Duterte is pro-queer. There are open queers in his administration.

Machismo is rampant in the Phils, a country that’s had two female presidents.

“It’s complex.” A take so common it’s almost a truism — or is it? Have we so completely forgotten complexity that it bears constant repeating?

I think it could go both ways. We could just shrug and say everything’s complex and sit perpetually on the sidelines. Or we could go in, parse, dig, and get dirty.

When Hidilyn Diaz made that lift that won her the gold medal, what was she lifting besides cast iron and stainless steel?

The spirit of a traumatized and impoverished people? Sure.

And. It was just a lift. In a sports pageant that’s the walking, talking embodiment of neo-liberalism, organized by an outfit whose greed and corruption know no bounds.

That said. It was a long-awaited “fuck you” to the world on behalf of Filipinos both in the homeland and dispersed in all seven continents of the globe — including Antarctica.

As in: fuck you, we’re more than upholders of other people’s privilege.

So, all my fellow Filipinos and Filipinx who are watching this, altogether now, just to get it out of our collective system: “fuck you.”

[Pause.]

May I offer?

The next time you say “fuck you” to someone, make it mean something new.

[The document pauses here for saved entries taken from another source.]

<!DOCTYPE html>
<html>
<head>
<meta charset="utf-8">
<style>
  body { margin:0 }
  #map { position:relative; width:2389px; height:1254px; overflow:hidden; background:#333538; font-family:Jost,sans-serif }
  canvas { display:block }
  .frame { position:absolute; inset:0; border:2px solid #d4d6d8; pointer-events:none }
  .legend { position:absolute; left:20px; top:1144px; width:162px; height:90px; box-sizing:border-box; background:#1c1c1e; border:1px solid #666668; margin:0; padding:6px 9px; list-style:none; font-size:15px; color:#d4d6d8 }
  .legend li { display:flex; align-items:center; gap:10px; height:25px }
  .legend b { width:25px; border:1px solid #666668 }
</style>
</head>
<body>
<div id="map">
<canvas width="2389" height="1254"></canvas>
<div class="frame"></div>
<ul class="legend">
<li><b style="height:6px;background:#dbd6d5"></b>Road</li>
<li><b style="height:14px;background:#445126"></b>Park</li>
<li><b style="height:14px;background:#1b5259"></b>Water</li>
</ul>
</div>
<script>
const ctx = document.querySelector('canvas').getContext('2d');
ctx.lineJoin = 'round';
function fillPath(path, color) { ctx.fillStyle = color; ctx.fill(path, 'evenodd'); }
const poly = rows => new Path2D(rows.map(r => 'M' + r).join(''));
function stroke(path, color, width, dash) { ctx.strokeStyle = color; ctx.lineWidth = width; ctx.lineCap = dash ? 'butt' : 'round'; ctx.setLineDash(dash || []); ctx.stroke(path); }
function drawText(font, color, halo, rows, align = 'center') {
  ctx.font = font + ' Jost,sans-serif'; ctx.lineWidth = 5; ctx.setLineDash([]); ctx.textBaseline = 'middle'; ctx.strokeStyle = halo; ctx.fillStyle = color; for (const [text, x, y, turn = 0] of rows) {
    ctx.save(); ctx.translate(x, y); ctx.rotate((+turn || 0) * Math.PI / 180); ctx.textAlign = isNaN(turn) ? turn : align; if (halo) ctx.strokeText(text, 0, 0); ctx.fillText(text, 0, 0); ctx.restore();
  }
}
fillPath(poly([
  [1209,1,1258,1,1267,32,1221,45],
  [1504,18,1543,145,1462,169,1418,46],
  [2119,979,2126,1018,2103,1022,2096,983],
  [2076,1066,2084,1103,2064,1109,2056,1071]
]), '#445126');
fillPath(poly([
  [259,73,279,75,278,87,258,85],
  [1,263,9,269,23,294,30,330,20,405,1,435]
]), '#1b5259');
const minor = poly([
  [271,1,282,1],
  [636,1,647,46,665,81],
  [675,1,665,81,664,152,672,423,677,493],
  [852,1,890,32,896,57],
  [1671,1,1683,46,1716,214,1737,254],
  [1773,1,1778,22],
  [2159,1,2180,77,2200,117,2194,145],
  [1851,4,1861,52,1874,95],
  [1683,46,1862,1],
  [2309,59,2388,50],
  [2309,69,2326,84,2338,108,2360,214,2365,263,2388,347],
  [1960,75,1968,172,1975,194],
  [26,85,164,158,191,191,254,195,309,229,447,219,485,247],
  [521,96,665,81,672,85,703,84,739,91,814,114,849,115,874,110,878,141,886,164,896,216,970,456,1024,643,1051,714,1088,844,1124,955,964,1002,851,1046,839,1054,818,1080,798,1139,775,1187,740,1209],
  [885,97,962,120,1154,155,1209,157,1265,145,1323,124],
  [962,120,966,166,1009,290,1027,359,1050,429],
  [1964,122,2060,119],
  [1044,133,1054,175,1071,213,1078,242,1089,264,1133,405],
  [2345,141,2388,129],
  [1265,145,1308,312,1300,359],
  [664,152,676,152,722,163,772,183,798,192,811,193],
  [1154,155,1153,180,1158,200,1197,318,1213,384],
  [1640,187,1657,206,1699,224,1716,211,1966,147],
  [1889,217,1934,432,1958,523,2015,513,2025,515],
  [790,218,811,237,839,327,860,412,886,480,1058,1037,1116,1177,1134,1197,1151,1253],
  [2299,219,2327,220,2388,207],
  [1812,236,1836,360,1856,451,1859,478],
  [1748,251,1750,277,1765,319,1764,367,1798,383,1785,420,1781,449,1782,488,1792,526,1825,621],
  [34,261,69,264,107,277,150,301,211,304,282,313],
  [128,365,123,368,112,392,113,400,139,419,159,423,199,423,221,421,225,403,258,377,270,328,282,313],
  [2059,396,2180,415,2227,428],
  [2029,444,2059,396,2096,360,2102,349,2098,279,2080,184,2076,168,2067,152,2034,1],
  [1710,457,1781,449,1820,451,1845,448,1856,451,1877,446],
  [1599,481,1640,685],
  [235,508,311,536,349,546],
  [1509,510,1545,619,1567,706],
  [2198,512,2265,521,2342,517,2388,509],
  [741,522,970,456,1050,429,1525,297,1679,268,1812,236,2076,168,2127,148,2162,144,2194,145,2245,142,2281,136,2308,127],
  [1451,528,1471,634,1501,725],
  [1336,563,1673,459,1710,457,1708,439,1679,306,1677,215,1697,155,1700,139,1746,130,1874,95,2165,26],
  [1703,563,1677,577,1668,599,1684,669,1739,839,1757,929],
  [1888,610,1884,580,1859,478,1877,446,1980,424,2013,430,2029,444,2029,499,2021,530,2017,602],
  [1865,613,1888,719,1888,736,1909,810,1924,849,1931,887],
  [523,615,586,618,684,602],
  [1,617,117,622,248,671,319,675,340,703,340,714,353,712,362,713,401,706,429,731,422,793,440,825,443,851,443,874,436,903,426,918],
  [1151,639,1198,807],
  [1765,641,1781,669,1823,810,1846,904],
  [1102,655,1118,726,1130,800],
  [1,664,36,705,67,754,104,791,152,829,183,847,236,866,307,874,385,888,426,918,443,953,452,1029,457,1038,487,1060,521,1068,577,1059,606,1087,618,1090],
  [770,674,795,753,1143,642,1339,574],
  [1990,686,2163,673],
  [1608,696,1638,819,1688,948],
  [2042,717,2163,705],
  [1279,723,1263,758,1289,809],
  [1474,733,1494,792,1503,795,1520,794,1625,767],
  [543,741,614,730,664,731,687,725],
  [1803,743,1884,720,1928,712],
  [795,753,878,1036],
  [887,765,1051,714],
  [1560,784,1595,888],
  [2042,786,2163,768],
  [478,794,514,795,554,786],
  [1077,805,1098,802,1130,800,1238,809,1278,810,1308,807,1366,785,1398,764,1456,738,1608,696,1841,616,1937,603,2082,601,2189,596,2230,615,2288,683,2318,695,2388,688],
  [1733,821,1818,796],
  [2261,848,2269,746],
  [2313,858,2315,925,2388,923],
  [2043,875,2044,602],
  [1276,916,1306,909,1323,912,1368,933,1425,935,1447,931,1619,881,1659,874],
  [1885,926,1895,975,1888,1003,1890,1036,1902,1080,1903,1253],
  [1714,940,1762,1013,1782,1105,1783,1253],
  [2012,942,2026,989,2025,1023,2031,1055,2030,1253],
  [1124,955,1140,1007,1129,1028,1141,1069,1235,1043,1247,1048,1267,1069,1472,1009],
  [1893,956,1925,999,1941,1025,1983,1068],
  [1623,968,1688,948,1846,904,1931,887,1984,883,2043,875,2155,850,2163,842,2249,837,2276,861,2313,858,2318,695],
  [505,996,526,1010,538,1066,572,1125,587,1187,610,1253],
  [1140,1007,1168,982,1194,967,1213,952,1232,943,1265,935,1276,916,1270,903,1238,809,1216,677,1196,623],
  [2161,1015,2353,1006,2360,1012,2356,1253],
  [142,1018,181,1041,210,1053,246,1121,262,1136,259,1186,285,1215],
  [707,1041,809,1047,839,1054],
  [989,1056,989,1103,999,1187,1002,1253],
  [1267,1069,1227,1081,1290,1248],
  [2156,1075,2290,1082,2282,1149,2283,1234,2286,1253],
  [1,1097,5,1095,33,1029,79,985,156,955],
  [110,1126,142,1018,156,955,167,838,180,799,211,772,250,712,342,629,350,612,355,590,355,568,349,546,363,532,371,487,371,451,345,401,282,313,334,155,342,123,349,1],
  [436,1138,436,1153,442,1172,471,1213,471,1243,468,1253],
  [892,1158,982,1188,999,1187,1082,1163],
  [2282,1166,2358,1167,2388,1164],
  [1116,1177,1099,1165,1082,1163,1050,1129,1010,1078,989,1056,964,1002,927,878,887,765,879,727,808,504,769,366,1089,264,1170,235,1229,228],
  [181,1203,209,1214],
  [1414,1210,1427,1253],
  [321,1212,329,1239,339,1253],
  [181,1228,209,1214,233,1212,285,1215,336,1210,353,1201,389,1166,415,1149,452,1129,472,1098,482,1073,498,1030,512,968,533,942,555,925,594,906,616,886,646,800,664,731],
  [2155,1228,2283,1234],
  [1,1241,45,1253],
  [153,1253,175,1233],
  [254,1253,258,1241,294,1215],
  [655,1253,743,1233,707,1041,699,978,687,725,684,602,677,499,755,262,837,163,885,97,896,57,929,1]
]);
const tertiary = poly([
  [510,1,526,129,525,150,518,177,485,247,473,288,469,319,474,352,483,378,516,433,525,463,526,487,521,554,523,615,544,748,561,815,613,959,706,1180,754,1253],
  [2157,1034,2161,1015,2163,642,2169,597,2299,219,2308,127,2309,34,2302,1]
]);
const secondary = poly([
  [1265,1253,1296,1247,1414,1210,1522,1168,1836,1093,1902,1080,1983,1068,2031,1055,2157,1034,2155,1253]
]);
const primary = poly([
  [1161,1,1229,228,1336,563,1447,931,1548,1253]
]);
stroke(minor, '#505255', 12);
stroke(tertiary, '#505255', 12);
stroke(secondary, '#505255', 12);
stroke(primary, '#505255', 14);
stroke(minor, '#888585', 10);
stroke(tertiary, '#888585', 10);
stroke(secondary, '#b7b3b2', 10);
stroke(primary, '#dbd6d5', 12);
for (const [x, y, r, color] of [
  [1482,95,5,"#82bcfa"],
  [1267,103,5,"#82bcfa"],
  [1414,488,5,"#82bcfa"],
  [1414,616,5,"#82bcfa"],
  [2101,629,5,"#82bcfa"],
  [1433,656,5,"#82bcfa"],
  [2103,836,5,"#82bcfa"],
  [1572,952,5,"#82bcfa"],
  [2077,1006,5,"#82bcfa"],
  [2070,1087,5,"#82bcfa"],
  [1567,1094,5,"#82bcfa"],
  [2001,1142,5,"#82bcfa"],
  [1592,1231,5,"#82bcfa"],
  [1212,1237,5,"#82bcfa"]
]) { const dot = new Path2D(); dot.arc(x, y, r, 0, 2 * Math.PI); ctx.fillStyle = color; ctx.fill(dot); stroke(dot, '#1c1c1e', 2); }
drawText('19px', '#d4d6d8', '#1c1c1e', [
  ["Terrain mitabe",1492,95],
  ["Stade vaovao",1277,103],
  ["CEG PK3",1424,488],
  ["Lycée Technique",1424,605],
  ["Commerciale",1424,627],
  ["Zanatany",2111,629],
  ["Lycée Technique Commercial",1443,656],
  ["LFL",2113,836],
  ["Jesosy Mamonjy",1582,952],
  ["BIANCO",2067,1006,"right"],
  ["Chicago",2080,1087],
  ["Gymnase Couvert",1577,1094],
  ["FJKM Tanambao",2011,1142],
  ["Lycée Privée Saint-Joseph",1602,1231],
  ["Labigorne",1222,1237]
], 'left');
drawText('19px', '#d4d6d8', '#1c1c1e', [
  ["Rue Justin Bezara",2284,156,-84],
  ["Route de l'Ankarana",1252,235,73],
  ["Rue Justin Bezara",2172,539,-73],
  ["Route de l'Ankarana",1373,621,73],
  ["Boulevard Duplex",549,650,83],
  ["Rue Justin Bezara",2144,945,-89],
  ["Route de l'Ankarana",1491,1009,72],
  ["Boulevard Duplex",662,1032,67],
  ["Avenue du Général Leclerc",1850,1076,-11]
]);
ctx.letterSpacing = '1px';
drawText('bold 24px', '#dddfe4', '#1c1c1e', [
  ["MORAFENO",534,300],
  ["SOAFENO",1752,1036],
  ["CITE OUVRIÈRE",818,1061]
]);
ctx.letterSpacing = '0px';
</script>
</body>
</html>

Make that “you” not the personal, singular, individual you of Ayn Rand, but a collective “you,” which includes all of who you’re talking to, the systems they were reared in, and all the different histories — their own and others — they carry in their bodies.

And as for the word “fuck,” remember that people fuck — for love. It’s messy and there’s pain, but, after and always, one way or another, there’s clarity.

So, fuck you all. Thank you for watching.